EducationWorld

Caution & cowardice

America lockdown

$2 trillion (Rs.151 lakh crore). That’s the sum that the much-maligned (and not without cause) President Donald Trump has budgeted to compensate ruined small businesses and citizens rendered unemployed in America following the national economic lockdown in the wake of the Covid-19 crisis. This staggering figure is equivalent to two-thirds of India’s 2020-21 GDP and aggregates 10 percent of America’s GDP.

Against this, the total provision made by the BJP government at the Centre for compensating industry, agriculture and service sectors and hundreds of million jobless who have suffered during the drastic eight week countrywide lockdown on account of the pandemic, aggregates a mere Rs.3.2 lakh crore, equivalent to 1.4 percent of GDP. Appeals made by respected public intellectuals to raise the relief amount to at least 5 percent of GDP have been ignored. Ditto your editor’s detailed inflation-proof proposal to make immediate direct transfer of Rs. 4,444 per month for the next 12 months into the bank accounts of 150 million poorest households countrywide, which requires an outlay equivalent to 3.52 percent of GDP (Rs. 8 lakh crore).

The country’s supine citizens and the media in particular, need to question the Central government’s excessively cautious response to the Coronavirus pandemic. America which has suffered 77,000 fatalities, and Italy 30,200 have relaxed their lockdown restrictions to restart the engines of their economies.

It’s also noteworthy that Sweden didn’t lockdown at all, budgeting 4,000 deaths (double the number in annual influenza outbreaks).

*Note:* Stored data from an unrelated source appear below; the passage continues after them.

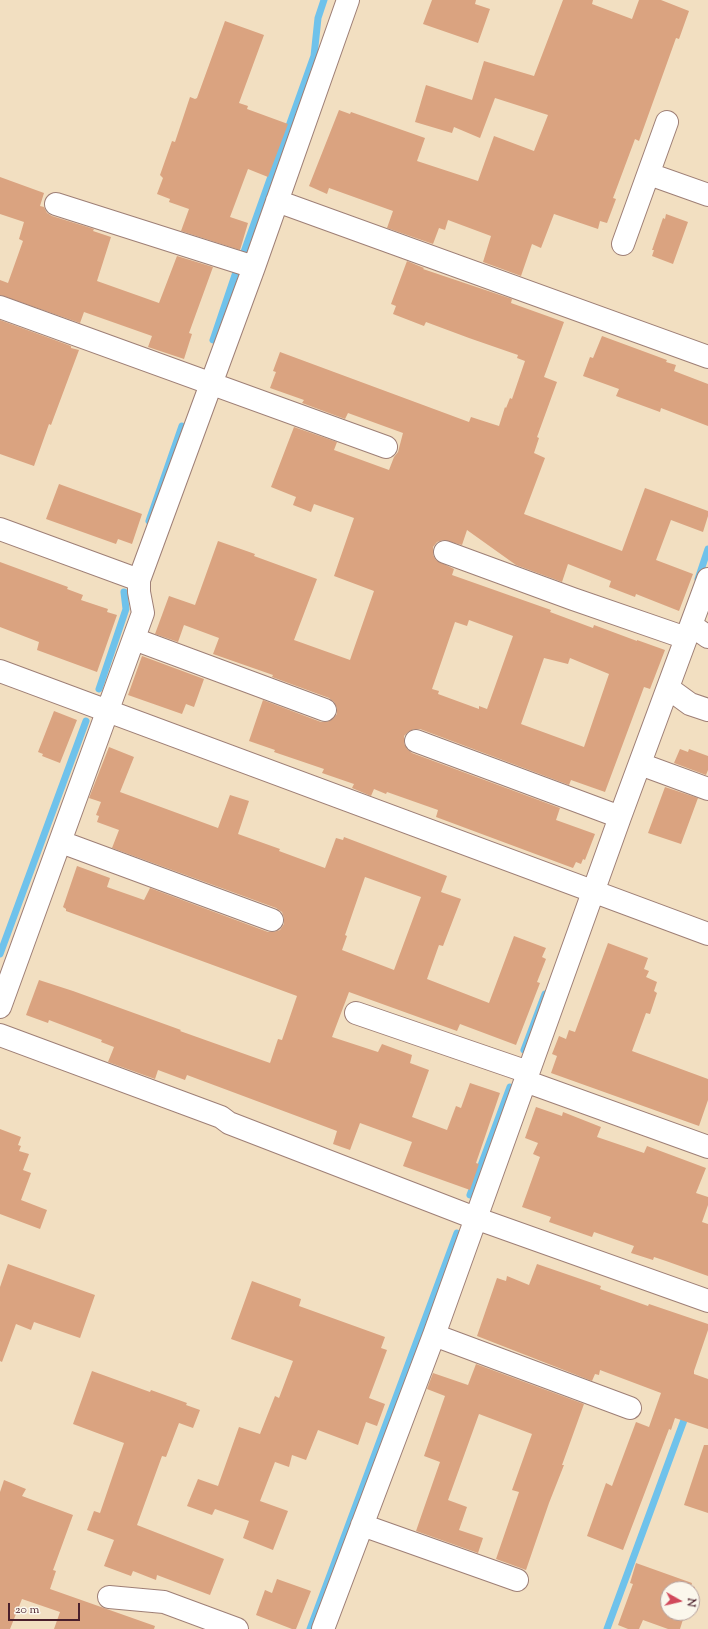 <!DOCTYPE html>
<html>
<head>
<meta charset="utf-8">
<style>
  body { margin:0 }
  #map { position:relative; width:708px; height:1629px; overflow:hidden; background:#f2dfc1; font-family:"Sorts Mill Goudy",serif }
  canvas { display:block }
  .north { position:absolute; left:660px; top:1581px; width:40px; height:40px; box-sizing:border-box; background:#fbf7ec; border:1px solid #b4a19f; border-radius:50%; rotate:98deg; font-size:11px; font-weight:700; line-height:16px; text-align:center; color:#4a1f2b }
  .north::after { content:''; display:block; margin:auto; width:14px; height:18px; background:#d1495b; clip-path:polygon(50% 0,100% 100%,50% 72%,0 100%) }
  .scale { position:absolute; left:8px; top:1603px; width:72px; height:18px; box-sizing:border-box; border:2px solid #4a1f2b; border-top:0; padding-left:5px; font-size:12px; line-height:14px; white-space:nowrap; color:#4a1f2b; -webkit-text-stroke:3px #fbf7ec; paint-order:stroke }
</style>
</head>
<body>
<div id="map">
<canvas width="708" height="1629"></canvas>
<div class="north">N</div>
<div class="scale">20 m</div>
</div>
<script>
const c = document.querySelector('canvas').getContext('2d');
c.lineJoin = 'round';
function strokePath(path, color, width, dash) { c.strokeStyle = color; c.lineWidth = width; c.lineCap = dash ? 'butt' : 'round'; c.setLineDash(dash || []); c.stroke(path); }
function fillPath(path, color) { c.fillStyle = color; c.fill(path, 'evenodd'); }
strokePath(new Path2D(`
  M244 252 314 56 318 18 324 0
  M213 340 236 272
  M149 521 182 426
  M698 579 708 549
  M99 689 126 609 124 592
  M0 954 86 721
  M524 1050 545 994
  M470 1195 510 1087
  M310 1629 457 1233
  M607 1629 687 1412`), '#6fc2eb', 7);
fillPath(new Path2D(`
  M432 0H476L475 4 490 9 478 43 423 24Z
  M563 0H593L592 4 632 19 639 0H661L689 11 679 39 676 38 639 141 635 139 613 198 616 199 607 223 600 221 598 229 554 214 541 248 532 244 521 276 483 262 491 236 448 220 445 230 439 228 433 244 387 228 393 211 329 188 327 194 309 186 339 110 350 114 351 112 425 138 417 161 478 181 494 136 534 151 548 115 495 98 480 138 454 127 452 133 415 122 426 85 472 100 484 61 534 76Z
  M225 21 264 35 239 103 248 106 247 109 288 124 268 177 248 169 230 217 248 223 240 250 181 231 189 209 169 202 170 199 157 194 163 178 160 175 172 141 175 142 190 97 195 99 197 98Z
  M0 177 44 193 40 206 44 207 47 213 52 216 94 229 93 231 111 237 97 281 159 303 177 256 213 267 189 333 192 334 184 359 148 347 152 336 84 312 80 323 0 295V280L8 283 23 241 19 239 24 222 0 214Z
  M666 214 688 222 673 264 652 256 654 250H652L663 218 665 219Z
  M407 261 424 268 423 269 512 299 511 303 564 322 544 377 557 382 537 437 539 438 534 453 545 458 524 514 622 551 645 488 708 511V516L703 532 671 520 656 560 693 574 679 611 636 594 635 597 609 587 611 581 568 564 562 582 516 565 467 530 462 545 443 540 437 542 433 547V555L436 560 454 569 452 575 551 610 550 612 593 628 594 625 637 641V640L665 650 650 689 644 687 605 792 571 780 569 785 420 729H414L408 732 404 736V743L407 749 412 753 560 808 556 820 595 834 585 860 583 859 581 864 576 862 573 868 436 817 438 810 387 792 386 794 374 789 371 796 352 788 354 784 322 773 324 769 274 752 275 750 249 741 263 700 321 722H327L333 719 337 714V708L334 702 329 698 272 677 273 675 213 654 219 638 184 625 178 642 155 634 169 596 195 605 218 541 255 554 254 556 317 579 294 640 350 660 374 591 334 576 354 518 314 504 311 512 293 505 296 497 271 487 294 427 337 442 334 450 389 470 394 457 398 452 403 433 348 413 345 419 302 403 304 400 270 388 276 372 273 371 280 352 469 422 471 417 499 426 505 407 506 408 510 398 512 399 525 361 517 358 518 355 469 338 426 322 424 326 393 314 396 306 391 304ZM469 620 513 636 487 709 479 706V709L438 694 439 691 432 689 455 622 467 626ZM544 658 568 664 570 658 609 674 584 747 521 724Z
  M0 320 71 346V348L79 350 51 425 49 424 34 466 0 454Z
  M602 336 667 360 666 362 676 365 674 371 708 384V426L661 408 660 412 616 396 619 389 583 376 590 357 593 358Z
  M59 484 142 514 132 544 118 539 116 544 46 519Z
  M0 562 68 587 67 589 83 595 81 600 108 609 107 612 117 615 97 672 37 650 39 642 0 627Z
  M142 656 204 679 194 707 186 704 182 714 128 695Z
  M54 711 77 720 60 763 42 756 43 754 38 752Z
  M109 747 134 757 120 792 218 828 230 795 249 801 238 834 280 849 279 851 325 868 336 838 343 840 344 837 447 876 441 892 461 899 443 946 439 945 427 979 489 1003 514 936 546 948 542 957 546 959 537 982 540 983 516 1045 460 1024 457 1031 349 992 332 1037 378 1052 382 1044 412 1055 410 1063 429 1070 412 1117 447 1130 456 1106 461 1108 470 1083 500 1093 476 1163 479 1164 470 1190 403 1166 412 1142 360 1123 350 1150 333 1144 337 1131 187 1075 185 1080 158 1070 155 1079 108 1062 114 1047 101 1042 102 1040 49 1020 48 1023 26 1015 39 980 73 991 181 1030 180 1031 270 1063 278 1039 282 1040 297 996 66 911V909L63 907 77 866 110 878 107 887 144 900 150 888 268 932H274L280 930 284 924V918L282 912 276 908 112 848 119 830 97 822 99 816 96 815 101 802 89 798ZM365 877 421 897 394 970 342 950 347 936 345 935Z
  M680 749 688 752 689 749 708 756V770L706 775 674 763Z
  M665 787 698 798 681 844 648 833Z
  M608 943 648 958 644 969 649 971 646 977 657 982 654 991 657 993 650 1014 646 1013 632 1051 708 1079V1100L699 1126 551 1073 557 1056 552 1054 559 1036 566 1039 569 1030 575 1032Z
  M536 1107 562 1116 563 1112 601 1127 597 1137 644 1153 647 1146 706 1168 696 1193 708 1197V1205L702 1222 708 1224V1276L666 1261 654 1257 653 1260 631 1253 634 1246 594 1232 592 1237 549 1222 551 1217 522 1207 540 1157 533 1154 538 1143 525 1138Z
  M0 1129 21 1137 18 1145 21 1146 19 1151 29 1154 23 1170 31 1173 21 1200 47 1210 40 1229 0 1214Z
  M8 1264 95 1295 80 1338 34 1322 31 1330 16 1324 2 1362 0 1361V1287Z
  M537 1264 601 1286 600 1289 648 1306 649 1304 708 1324V1330L694 1371V1374L708 1379V1429L675 1418 671 1430 669 1429 623 1550 587 1536 606 1483 612 1486 636 1422 649 1427 661 1393 600 1370 599 1375 595 1374 592 1381 477 1336 497 1278 506 1281 507 1276 529 1285Z
  M252 1281 301 1299 299 1306 385 1337 381 1348 387 1350 369 1398 385 1404 377 1426 366 1422 358 1445 318 1430 306 1460 292 1455 289 1467 275 1462 260 1501 288 1511 273 1550 243 1538 249 1521 215 1509 212 1515 187 1506 198 1479 218 1486 239 1427 260 1434 275 1396 279 1398 293 1361 231 1339Z
  M476 1364 584 1404 562 1465H564L549 1503 526 1570 496 1559 519 1492 512 1490 532 1434 479 1414 448 1500 467 1507 459 1530 483 1538 478 1553 416 1531 440 1462 424 1456 445 1396 427 1389 433 1373 468 1385Z
  M92 1371 150 1392 151 1390 187 1403 186 1405 200 1410 193 1428 179 1423 166 1457 162 1456 137 1525 224 1559 210 1595 157 1575 156 1580 133 1571 131 1576 104 1566 114 1540 87 1530 94 1511 100 1513 124 1443 73 1424Z
  M704 1445H708V1513L684 1505Z
  M4 1480 26 1489 22 1496 73 1515 53 1570 56 1571 50 1589 155 1626 154 1629H54L60 1612 22 1599 10 1629H0V1492Z
  M636 1563 692 1583 691 1586 695 1587 692 1595V1589H668V1613H685L680 1629H668L643 1620 639 1629H628L618 1625 633 1584 630 1583Z
  M277 1579 311 1591 296 1629H292L256 1615 265 1590 272 1593Z`), '#daa380');
const minor = new Path2D(`
  M649 174 708 195
  M277 201 708 357
  M56 204 254 267
  M623 244 667 122
  M0 307 386 447
  M0 529 139 580
  M445 552 573 599 686 638
  M691 625 708 637
  M134 639 325 710
  M0 671 708 934
  M668 688 690 704 708 710
  M416 741 620 817
  M640 764 708 789
  M61 842 272 920
  M0 1007 143 613 139 592V580L254 267 348 0
  M356 1013 528 1072
  M0 1035 221 1117 229 1123 475 1218 708 1301
  M525 1081 708 1147
  M434 1335 630 1408
  M362 1525 517 1580
  M109 1597 164 1602 237 1629
  M323 1629 434 1335 620 817 708 579`);
strokePath(minor, '#9e7f76', 24);
strokePath(minor, '#fff', 22);
</script>
</body>
</html>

In a nation where 90 percent of the population is employed in the informal low-income and daily wage economy, a prolonged eight-week nationwide lockdown defies all common sense. America has a population of 300 million and Italy 40 million, yet despite huge fatalities, these countries are back at work. India has a population of 1.3 billion and 2,000 Covid-19 fatalities.

Yet several state governments have extended the lockdown period. In a country where 9 million people die annually from environmental pollution, tuberculosis, chronic malnutrition and diahorrea, how justifiable is it immiserise over 1 billion citizens to save a few thousand?

There is a thin line between commendable official caution and cowardice. This line has been crossed.